### Task instructions
Among the records below, find the lines with the word "image" and copy them.

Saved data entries
***
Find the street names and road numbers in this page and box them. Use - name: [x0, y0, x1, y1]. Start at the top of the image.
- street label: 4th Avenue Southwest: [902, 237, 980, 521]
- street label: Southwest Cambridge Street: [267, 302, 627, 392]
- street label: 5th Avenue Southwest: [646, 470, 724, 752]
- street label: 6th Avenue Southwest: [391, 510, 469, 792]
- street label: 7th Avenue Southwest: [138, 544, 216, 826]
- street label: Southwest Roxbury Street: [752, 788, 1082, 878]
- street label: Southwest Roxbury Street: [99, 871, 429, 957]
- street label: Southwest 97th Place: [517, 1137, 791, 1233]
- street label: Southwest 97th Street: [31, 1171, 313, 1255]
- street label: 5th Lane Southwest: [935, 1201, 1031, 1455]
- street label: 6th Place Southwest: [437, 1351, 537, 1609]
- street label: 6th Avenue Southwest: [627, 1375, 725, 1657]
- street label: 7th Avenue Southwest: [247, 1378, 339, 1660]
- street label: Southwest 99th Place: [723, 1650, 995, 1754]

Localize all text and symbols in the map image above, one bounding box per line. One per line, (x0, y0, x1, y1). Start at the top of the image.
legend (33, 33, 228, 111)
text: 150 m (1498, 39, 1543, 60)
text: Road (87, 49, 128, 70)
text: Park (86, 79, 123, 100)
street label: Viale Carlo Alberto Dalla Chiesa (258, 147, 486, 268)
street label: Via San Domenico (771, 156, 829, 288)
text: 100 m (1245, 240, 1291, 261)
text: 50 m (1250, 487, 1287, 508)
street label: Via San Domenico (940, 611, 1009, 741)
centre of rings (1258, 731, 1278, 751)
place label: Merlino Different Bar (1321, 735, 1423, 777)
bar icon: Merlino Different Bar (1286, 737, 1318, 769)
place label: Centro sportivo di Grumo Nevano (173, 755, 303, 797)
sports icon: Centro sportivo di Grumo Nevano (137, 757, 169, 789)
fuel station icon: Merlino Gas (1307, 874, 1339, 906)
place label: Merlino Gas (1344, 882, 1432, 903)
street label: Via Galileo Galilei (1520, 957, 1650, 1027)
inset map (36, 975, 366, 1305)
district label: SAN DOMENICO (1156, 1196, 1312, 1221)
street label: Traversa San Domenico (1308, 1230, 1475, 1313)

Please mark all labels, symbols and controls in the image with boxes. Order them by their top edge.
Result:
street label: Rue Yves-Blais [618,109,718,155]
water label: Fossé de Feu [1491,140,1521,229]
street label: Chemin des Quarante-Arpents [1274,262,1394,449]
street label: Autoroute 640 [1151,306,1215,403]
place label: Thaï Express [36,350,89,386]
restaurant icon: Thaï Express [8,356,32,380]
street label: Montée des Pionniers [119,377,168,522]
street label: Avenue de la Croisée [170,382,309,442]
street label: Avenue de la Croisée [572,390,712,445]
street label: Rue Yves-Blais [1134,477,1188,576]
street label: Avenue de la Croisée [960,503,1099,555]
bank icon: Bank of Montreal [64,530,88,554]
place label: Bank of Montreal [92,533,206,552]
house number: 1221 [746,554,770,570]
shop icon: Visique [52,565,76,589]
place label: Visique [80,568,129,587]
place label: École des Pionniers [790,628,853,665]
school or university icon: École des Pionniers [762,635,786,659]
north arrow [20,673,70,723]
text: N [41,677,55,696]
***
### Output
Find the street names and road numbers in this page and box them. Use - name: [x0, y0, x1, y1]. Start at the top of the image.
Localize all text and symbols in the map image above, one bounding box per line. One per line, (x0, y0, x1, y1). Start at the top of the image.
Please mark all labels, symbols and controls in the image with boxes. Order them by their top edge.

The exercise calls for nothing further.